EXERCISE INPUTS —
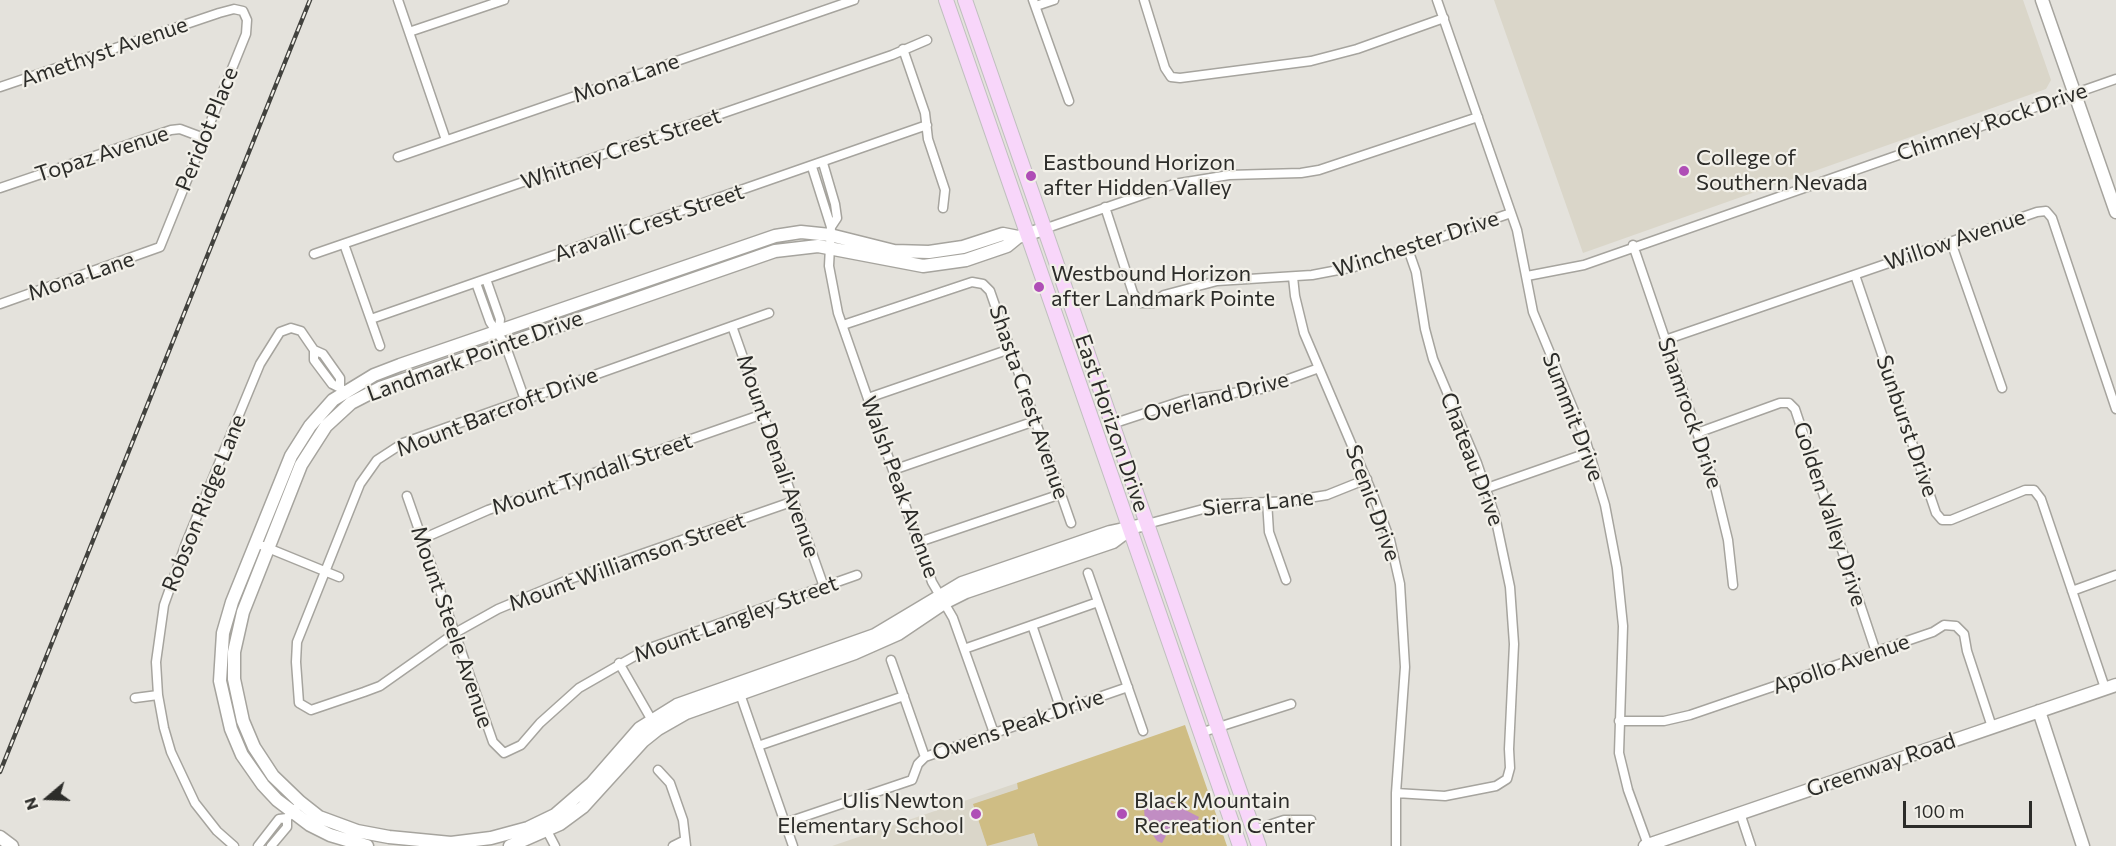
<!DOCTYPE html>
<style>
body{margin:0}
#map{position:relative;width:2116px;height:846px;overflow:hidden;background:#e4e2dc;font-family:Commissioner,sans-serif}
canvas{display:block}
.north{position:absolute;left:18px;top:768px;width:60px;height:60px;-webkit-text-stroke:4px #f2f0e9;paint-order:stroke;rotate:251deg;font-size:16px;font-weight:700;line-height:24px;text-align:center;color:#2c2c29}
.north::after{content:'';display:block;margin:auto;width:21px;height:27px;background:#2c2c29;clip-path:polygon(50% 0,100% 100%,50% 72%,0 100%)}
.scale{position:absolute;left:1903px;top:801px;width:129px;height:27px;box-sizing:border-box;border:3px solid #2c2c29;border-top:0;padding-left:8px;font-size:18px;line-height:21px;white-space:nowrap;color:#2c2c29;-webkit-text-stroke:4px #f2f0e9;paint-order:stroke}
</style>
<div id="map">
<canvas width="2116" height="846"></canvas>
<div class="north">N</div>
<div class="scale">100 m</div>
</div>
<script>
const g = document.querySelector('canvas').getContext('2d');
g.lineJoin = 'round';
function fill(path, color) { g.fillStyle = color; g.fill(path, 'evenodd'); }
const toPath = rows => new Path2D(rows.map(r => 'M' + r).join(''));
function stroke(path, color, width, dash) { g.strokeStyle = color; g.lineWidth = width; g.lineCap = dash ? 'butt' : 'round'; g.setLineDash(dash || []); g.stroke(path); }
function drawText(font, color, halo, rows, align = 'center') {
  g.font = font + ' Commissioner,sans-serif'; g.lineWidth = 4.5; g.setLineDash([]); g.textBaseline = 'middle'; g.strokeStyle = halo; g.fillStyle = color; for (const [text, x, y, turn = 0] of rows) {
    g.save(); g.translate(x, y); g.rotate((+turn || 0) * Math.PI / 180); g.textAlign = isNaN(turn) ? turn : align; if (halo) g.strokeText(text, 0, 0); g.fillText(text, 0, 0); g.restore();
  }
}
const built = toPath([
 [1494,0,2023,0,2051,80,2046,89,1583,253],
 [1017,783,1038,846,832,846]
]);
const green = toPath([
 [1185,725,1227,846,1038,846,1034,833,987,846,973,804,1018,789,1017,783]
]);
const water = toPath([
 [1147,800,1166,810,1170,802,1199,817,1193,831,1176,823,1172,825,1162,843,1157,841,1145,823,1144,808]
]);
const street = toPath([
 [398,0,446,140],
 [1033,0,1069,101],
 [1144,0,1165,68,1171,77,1180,78,1311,61,1357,49,1444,18],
 [1437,0,1517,230,1533,312,1584,435,1605,505,1617,568,1623,626,1619,753,1628,790,1648,845],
 [1036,6,1054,0],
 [409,32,504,0],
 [903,49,925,113,928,139,945,190,943,208],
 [0,87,219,13,234,9,243,11,247,20,246,34,160,247,0,304],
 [398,157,854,0],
 [823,163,835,204,837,218,831,227],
 [812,167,831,227,829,266,838,313,932,582,953,618,994,733],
 [0,188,171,130,180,129,204,138],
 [1105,207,1133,293,1140,303,1153,303,1164,295,1217,281,1312,275,1354,267,1511,213],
 [1044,229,1174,184,1229,175,1301,173,1319,170,1478,117],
 [1951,242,2002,388],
 [344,244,380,346],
 [1633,245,1714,482,1728,540,1733,585],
 [314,254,892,55,927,40],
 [1855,275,1936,513,1942,520,1951,520,2025,490,2034,490,2041,499,2105,688],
 [1527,276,1584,265,2116,79],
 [1293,277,1295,296,1304,333,1373,495,1390,540,1400,584,1405,667,1396,793,1396,846],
 [486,279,500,319,499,331],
 [476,283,490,322,505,344,525,400],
 [769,313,403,443,377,460,360,484,297,642,296,662,299,703,311,710,364,692,380,686,455,633,498,609,570,579,794,501],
 [371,319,927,125],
 [843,325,972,282,983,284,990,291,1071,523],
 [732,326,824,587],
 [1665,340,2037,212,2046,211,2052,218,2116,409],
 [314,350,314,360,332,384,342,389],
 [868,398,1010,349],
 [1112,424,1185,400,1261,389,1319,368],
 [1697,433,1780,403,1789,403,1795,409,1876,652],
 [893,470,1035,421],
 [1487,488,1590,452],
 [407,496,493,742,504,753,521,745,540,723,579,688,647,649,857,575],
 [1267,501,1269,532,1286,580],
 [1147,524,1222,504,1290,501,1327,495,1367,479],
 [422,539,488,510,763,414],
 [919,542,1061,494],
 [263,546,339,577],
 [1088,573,1143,731],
 [2072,591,2116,575],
 [1032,625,1061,710],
 [964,649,1098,602],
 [891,660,925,757],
 [619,663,654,724],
 [739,691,793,846],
 [135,698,158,695],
 [1619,721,1664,721,1690,715,1933,632,1944,625,1956,626,1964,634,1967,651,1992,727],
 [1200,733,1291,704],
 [758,746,904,696],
 [658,770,670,783,683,820,686,846],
 [1396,793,1445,796,1496,786,1507,779,1510,768,1509,749,1514,644,1510,587,1495,516,1477,463,1433,359,1425,329,1416,272,1408,249],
 [1740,813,1751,846],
 [785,823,912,780,918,764,925,757,1128,687],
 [545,827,555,846],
 [1254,830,1284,820,1311,820],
 [234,846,217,831,195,803,171,752,164,728,158,695,156,662,164,605,186,543,260,364,280,332,291,328,301,331,314,350,323,354,340,378,340,388],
 [258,846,279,819,287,818],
 [271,846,287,827,287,818,296,808],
 [673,846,685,840]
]);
const secondary = toPath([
 [2042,0,2116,212],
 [1044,229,1018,237,1007,246,966,260,923,266,818,246,775,251,380,388,351,403,326,426,301,465,243,612,234,652,234,679,243,721,254,747,273,776,300,802,319,817,357,831,389,837,451,843,491,838,528,828,555,815,592,783,640,728,677,705,875,635,962,583,1110,532,1147,524],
 [2039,711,2083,846],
 [0,837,12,846],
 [367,846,330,835,310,825,277,800,263,785,242,755,231,729,220,681,223,633,232,602,291,456,310,426,333,400,374,375,400,365,775,236,801,232,830,235,894,251,929,252,963,247,1003,234,1018,237],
 [510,846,560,824,583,807,643,741,658,729,686,713,855,653,898,634,944,603,966,592,1113,542,1129,530],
 [1645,846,2116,685]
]);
const primary = toPath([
 [946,0,1240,846],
 [965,0,1259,846]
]);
const rail = toPath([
 [0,772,310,0]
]);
const markers = [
 [1684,171,6,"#af4eb6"],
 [1031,176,6,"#af4eb6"],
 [1039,287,6,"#af4eb6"],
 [976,814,6,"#af4eb6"],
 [1122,814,6,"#af4eb6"]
];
const streetNames = [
 ["Amethyst Avenue",104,52,-19],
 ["Mona Lane",626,78,-19],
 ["Chimney Rock Drive",1992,122,-19],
 ["Peridot Place",207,129,-68],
 ["Whitney Crest Street",621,149,-19],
 ["Topaz Avenue",102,154,-18],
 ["Aravalli Crest Street",649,223,-19],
 ["Willow Avenue",1955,240,-19],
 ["Winchester Drive",1416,244,-18],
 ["Mona Lane",81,276,-19],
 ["Landmark Pointe Drive",475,356,-20],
 ["Overland Drive",1216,397,-14],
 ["Shasta Crest Avenue",1029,402,71],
 ["Mount Barcroft Drive",497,412,-21],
 ["Shamrock Drive",1690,413,71],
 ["Summit Drive",1573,417,69],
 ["East Horizon Drive",1112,423,71],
 ["Sunburst Drive",1907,426,71],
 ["Mount Denali Avenue",778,456,71],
 ["Chateau Drive",1472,459,69],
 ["Mount Tyndall Street",592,474,-19],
 ["Walsh Peak Avenue",900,487,70],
 ["Robson Ridge Lane",204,503,-68],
 ["Sierra Lane",1258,503,-6],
 ["Scenic Drive",1373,503,70],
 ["Golden Valley Drive",1830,514,72],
 ["Mount Williamson Street",627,562,-20],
 ["Mount Langley Street",736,619,-20],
 ["Mount Steele Avenue",452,627,71],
 ["Apollo Avenue",1841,664,-19],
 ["Owens Peak Drive",1018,725,-19],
 ["Greenway Road",1881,765,-19]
];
const poiNames = [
 ["College of",1696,158],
 ["Southern Nevada",1696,183],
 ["Eastbound Horizon",1043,163],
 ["after Hidden Valley",1043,188],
 ["Westbound Horizon",1051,274],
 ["after Landmark Pointe",1051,299],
 ["Ulis Newton",964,801,"right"],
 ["Elementary School",964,826,"right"],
 ["Black Mountain",1134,801],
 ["Recreation Center",1134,826]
];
fill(built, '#dad6c9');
fill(green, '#cfbd84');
fill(water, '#c18dc3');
stroke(street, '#a6a49e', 11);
stroke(secondary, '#a6a49e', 15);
stroke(primary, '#c0c0bf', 16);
stroke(street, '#fff', 8);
stroke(secondary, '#fff', 12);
stroke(primary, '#f8d6fa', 14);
stroke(rail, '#42423e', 4.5);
stroke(rail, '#f2f0e9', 2, [7]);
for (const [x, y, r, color] of markers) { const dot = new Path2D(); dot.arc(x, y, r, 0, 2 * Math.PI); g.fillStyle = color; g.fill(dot); stroke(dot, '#f2f0e9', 2); }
drawText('22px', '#2c2c29', '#f2f0e9', streetNames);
drawText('22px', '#2c2c29', '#f2f0e9', poiNames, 'left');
</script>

WORK ORDER —
Give back, unchanged, the line containing "for (const [x, y, r, color]" and each line that comes after it in the entries above, ending with the last.

OUTPUT —
for (const [x, y, r, color] of markers) { const dot = new Path2D(); dot.arc(x, y, r, 0, 2 * Math.PI); g.fillStyle = color; g.fill(dot); stroke(dot, '#f2f0e9', 2); }
drawText('22px', '#2c2c29', '#f2f0e9', streetNames);
drawText('22px', '#2c2c29', '#f2f0e9', poiNames, 'left');
</script>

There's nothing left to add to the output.